« Nouvelles pressions à la hausse » sur le marché de l’immobilier résidentiel ancien. Après deux années consécutives de baisse à -3,1 puis -4,9 %, les prix des logements vendus dans le réseau Fnaim (700 000 opérations en 2010) ont augmenté sur l'année écoulée de +1,5 %, soit une progression de +5,3 % en moyenne par rapport au point bas observé au premier trimestre 2009.

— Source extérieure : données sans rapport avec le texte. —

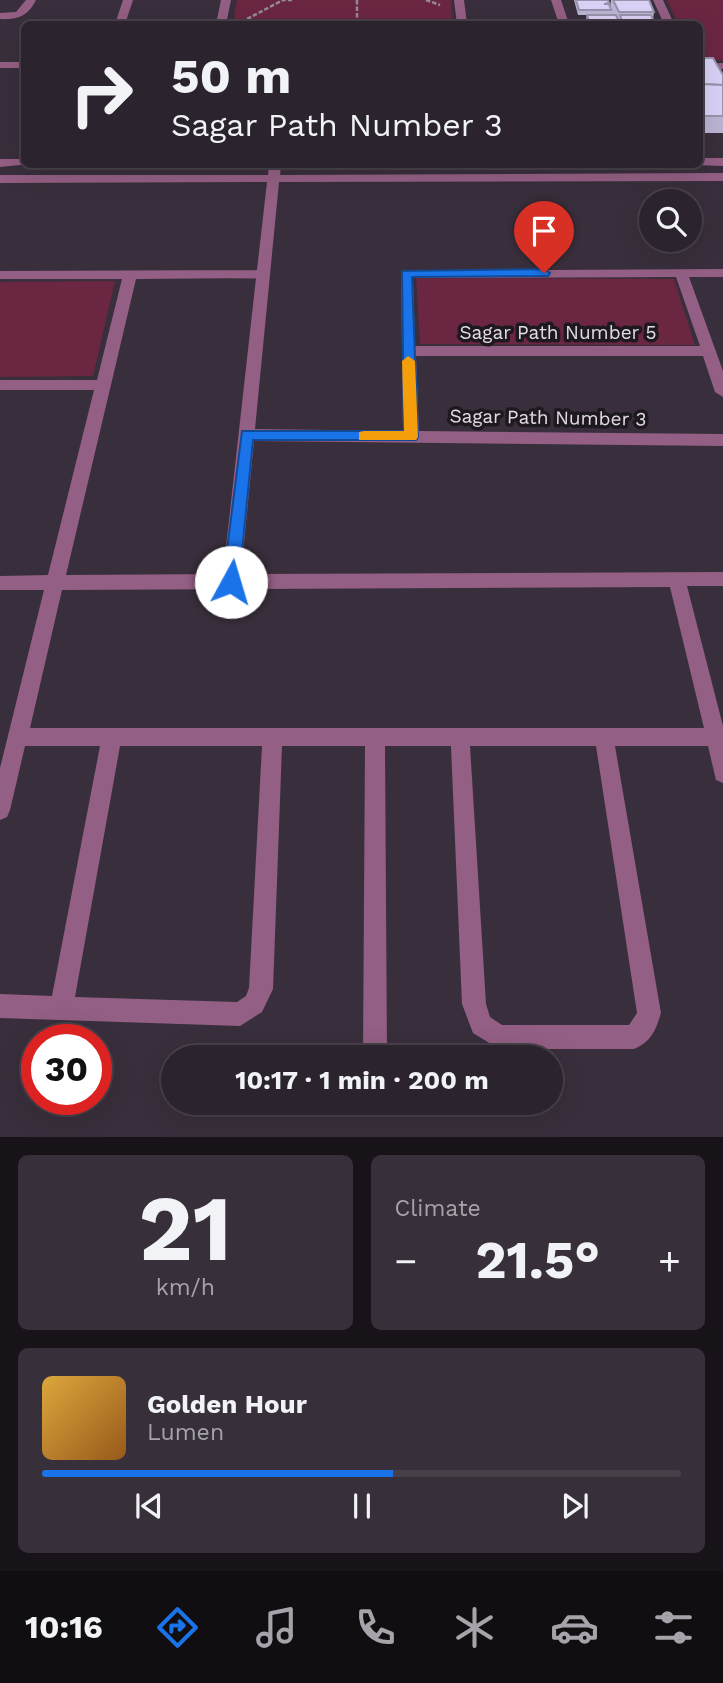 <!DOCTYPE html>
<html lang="en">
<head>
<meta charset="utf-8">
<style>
  body { margin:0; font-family:"Work Sans",sans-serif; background:#372f39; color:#f1f3f6; height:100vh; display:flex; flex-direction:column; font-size:26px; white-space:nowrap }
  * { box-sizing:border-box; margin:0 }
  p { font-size:23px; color:#a6a4aa }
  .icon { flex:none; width:38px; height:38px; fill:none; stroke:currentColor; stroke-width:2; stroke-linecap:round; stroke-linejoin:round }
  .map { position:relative; height:1137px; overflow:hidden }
  .details { display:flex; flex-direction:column; gap:18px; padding:18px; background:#181319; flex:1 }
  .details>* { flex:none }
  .banner { position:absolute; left:21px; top:21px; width:682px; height:147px; border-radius:10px; box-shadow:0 7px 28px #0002,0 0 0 2px #474049; background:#2b232d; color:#f1f3f6; overflow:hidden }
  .buttons { position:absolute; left:639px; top:189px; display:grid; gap:14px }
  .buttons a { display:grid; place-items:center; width:63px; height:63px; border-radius:50%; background:#2b232d; box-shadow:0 7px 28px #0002,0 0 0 2px #474049; font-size:35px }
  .speed { position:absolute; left:21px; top:1024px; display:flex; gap:14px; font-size:35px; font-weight:700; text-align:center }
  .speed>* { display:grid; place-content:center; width:91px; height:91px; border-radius:50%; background:#2b232d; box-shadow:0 7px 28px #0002,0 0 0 2px #474049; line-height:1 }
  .speed .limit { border:10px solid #d22; background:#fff; color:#111 }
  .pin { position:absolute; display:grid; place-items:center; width:60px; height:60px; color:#fff; margin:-72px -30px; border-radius:50% 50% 50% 0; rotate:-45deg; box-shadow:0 0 7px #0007 }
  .pin .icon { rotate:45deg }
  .me { position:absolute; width:77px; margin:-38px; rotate:6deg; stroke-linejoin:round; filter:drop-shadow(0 0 5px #0008) }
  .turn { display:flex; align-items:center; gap:24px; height:147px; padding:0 35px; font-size:32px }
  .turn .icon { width:91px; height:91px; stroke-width:2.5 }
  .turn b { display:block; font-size:49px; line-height:60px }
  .big { font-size:52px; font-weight:700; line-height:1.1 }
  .details .tile { flex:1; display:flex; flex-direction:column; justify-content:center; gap:10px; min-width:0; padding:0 24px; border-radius:10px; background:#372f39 }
  .details .dial { align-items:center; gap:0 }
  .dial b { font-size:91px; line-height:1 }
  .song { display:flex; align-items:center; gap:21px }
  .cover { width:84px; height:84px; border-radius:10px; background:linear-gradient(135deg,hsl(40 70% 55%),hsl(30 70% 35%)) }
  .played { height:7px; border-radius:4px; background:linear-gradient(90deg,#1a73e8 55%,#474049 55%) }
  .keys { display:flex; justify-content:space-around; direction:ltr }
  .heat { display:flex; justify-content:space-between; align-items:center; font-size:38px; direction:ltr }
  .details .tiles { flex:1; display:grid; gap:18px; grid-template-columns:1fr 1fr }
  .tile:last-child { grid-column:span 2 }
  .trip { position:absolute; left:161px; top:1045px; width:402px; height:70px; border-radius:35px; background:#2b232d; box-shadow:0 7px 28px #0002,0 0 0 2px #474049; font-weight:700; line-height:70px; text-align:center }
  .tabs { display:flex; height:112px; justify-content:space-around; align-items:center; background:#110e12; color:#a6a4aa }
  .tabs .icon { width:49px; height:49px }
  .tabs .on { color:#1a73e8 }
  .tabs b { font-size:32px; color:#f1f3f6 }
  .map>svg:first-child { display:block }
  .green { fill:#6b2642 }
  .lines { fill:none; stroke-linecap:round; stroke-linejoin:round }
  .path { stroke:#948b96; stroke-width:2.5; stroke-dasharray:4.5 2; stroke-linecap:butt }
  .minor { fill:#935f84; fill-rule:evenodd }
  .wall { fill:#bbb4d4 }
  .building { fill:#dad1f6; stroke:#9992ac; stroke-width:2 }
  .route { fill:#1a73e8; stroke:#114b97; stroke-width:2 }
  .slow { fill:#f59e0b }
  .labels { text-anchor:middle; stroke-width:7; stroke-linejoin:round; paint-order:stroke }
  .street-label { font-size:19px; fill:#e2dbe4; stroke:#1d191f }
</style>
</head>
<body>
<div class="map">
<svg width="723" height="1137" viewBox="0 0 723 1137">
  <rect width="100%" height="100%" fill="#392f3c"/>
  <g class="green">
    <path d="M237 0H451L453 24H233Z"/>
    <path d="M667 0H723V60H700V24H678Z"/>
    <path d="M416 278 674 279 695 345 420 344Z"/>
    <path d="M115 281 93 376 0 377V282Z"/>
  </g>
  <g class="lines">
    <g class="path">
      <path d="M357 0V24"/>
      <path d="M426 0 440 5"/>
      <path d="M239 24H294"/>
      <path d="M243 24 247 19 283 0H292"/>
    </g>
    <g class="minor">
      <path d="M26 0H36C28 16 18 20 0 19V13L16 12Z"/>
      <path d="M123 0H133L125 24H115Z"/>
      <path d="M221 0H231L226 24H216Z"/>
      <path d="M454 0H464L467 24H457Z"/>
      <path d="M551 0H561L569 24H559Z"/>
      <path d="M653 0H663L674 24H664Z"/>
      <rect x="0" y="62" width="24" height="6"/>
      <path d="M723 63V69L700 70V64Z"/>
      <path d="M700 158H723V166L696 165 700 164Z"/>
      <path d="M0 159H24V164H29L0 167Z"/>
      <path d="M269 164H281L280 175 723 173V181L279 182 255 429 403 431 401 271 723 269V277H689L723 371V397L715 392 703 356H416L419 431 723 434V446L254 441 241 574 723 572V586H687L723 726V783L716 780 708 746H615L661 1013C656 1030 651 1042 634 1049H499L473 1033 462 1004 451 746H385L387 1057H363L365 746H282L273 989 262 1012 240 1026 0 1018V994L52 996 100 746H25L10 810 7 817 0 820V768L44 590H0V576L48 575 94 390H0V380H97L122 279H0V271L257 270 267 182 0 183V175H268ZM676 277 700 346H415L413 278ZM256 278 223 574 66 575 136 279ZM670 587 704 728H30L62 590ZM120 746H262L249 988 246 996 237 1002 75 997ZM470 746H596L637 1013 629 1025H502L490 1017 486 1004Z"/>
    </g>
  </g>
  <g class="wall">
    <path d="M574 0H608L610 7 611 0H649L654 12 653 19 623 24H585L587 15H578Z"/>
    <path d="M700 58 723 75V133H700Z"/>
  </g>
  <g class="building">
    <path d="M576 0H608L609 3 604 4H609L611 10H579Z"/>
    <path d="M613 0H649L654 12H619Z"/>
    <path d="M587 15H616L620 24H590Z"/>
    <path d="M620 15H651L655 24H623Z"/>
    <path d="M700 58H713L723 75V85L700 84Z"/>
    <path d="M700 84 723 85V116H702L700 110Z"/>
  </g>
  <path class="route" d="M544 269 550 273 548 276 412 277 418 437 416 440H253L239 582 237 587H225L223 582 242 431H404L402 271Z"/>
  <path class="slow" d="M408 356 415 361 418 437 416 440H359V432L364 431H404L402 361Z"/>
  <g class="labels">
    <g class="street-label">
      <text x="558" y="339">Sagar Path Number 5</text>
      <text transform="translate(548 417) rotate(1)" y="7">Sagar Path Number 3</text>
    </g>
  </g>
</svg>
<div class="buttons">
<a><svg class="icon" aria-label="search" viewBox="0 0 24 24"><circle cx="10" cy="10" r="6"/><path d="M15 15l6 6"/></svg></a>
</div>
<div class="speed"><div class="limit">30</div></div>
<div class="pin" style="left:544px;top:273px;background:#d93025"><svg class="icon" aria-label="arrive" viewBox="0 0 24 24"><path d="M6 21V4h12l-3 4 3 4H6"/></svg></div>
<svg class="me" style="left:231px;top:582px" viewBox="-20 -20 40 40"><circle r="19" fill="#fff"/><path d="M0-13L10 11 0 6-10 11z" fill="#1a73e8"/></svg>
<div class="trip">10:17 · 1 min · 200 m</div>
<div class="banner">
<div class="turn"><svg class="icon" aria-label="right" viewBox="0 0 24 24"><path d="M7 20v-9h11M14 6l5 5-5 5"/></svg><div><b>50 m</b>Sagar Path Number 3</div></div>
</div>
</div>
<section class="details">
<div class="tiles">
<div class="tile dial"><b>21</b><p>km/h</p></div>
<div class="tile"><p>Climate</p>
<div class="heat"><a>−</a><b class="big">21.5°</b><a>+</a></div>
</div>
<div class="tile">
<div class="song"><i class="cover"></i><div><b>Golden Hour</b><p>Lumen</p></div></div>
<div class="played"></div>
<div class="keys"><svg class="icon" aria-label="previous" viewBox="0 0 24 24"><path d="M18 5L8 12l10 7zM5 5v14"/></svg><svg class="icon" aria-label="pause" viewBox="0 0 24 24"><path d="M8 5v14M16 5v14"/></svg><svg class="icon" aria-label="next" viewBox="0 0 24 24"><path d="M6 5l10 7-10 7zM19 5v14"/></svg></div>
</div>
</div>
</section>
<nav class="tabs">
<b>10:16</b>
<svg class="icon on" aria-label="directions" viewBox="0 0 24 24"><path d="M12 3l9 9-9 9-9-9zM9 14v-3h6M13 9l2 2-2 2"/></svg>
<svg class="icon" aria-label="music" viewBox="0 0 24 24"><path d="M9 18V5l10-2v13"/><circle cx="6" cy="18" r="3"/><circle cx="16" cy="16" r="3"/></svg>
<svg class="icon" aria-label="phone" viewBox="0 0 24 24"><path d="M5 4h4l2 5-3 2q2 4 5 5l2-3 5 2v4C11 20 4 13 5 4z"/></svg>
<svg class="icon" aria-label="climate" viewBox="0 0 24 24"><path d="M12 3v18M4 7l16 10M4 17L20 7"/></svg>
<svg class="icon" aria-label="car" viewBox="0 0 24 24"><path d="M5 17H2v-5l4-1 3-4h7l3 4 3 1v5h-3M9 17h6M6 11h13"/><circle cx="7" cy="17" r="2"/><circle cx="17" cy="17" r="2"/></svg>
<svg class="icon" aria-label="filters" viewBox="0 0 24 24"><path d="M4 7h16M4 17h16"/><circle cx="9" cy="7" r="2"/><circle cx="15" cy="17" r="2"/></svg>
</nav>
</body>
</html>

A Paris, c’est à l’évidence une hausse record de +15,7 % pour un prix au m2 atteignant 7 645€ au quatrième trimestre 2010. « Les arbres ne peuvent pas monter jusqu’au ciel », tempère à cet égard René Pallincourt, président de la Fnaim. Une accalmie devrait donc se faire sentir en 2011, dont on percevrait déjà les prémisses « depuis deux ou trois mois », avec des marges de négociation accrues pour les biens vendus dans la capitale. Les chiffres concordent avec ceux recueillis par le réseau Century 21, qui avait ouvert le bal des analyses du marché 2010 ce mardi. Même constat également, quant à l’hétérogénéité du bilan 2010 à l’échelle de l’hexagone. Un panorama national qui oscille entre -7,3 % et + 9 % selon les régions, plus haussier encore lorsqu’on isole les tendances pour le seul marché des appartements. Pour René Pallincourt, il s’agit bien d’une « période de transition », et le marché devrait confirmer sa tendance à la hausse pour 2011, dans une fourchette de +3 % à +6 %. « L'ensemble des fondamentaux qui soutiennent l'économie ne sont pas au vert », résume l’étude des perspectives 2011, rendant ainsi peu crédible l’hypothèse d’une nouvelle baisse de prix. Dans ce contexte, malgré le renchérissement des biens, les ménages français « même modestes » sont solvabilisés par une nette amélioration des conditions de crédit. Une bonne nouvelle pour 54 % de candidats à l’accession qui perçoivent une conjoncture « favorable à l’achat d’un bien immobilier » en décembre 2010, selon un sondage Ifop réalisé pour la Fnaim. Toutefois, les tensions entre offre et demande sont bien réelles, et seuls deux français sur dix estiment « pouvoir trouver un bien leur convenant dans un délai de trois mois ».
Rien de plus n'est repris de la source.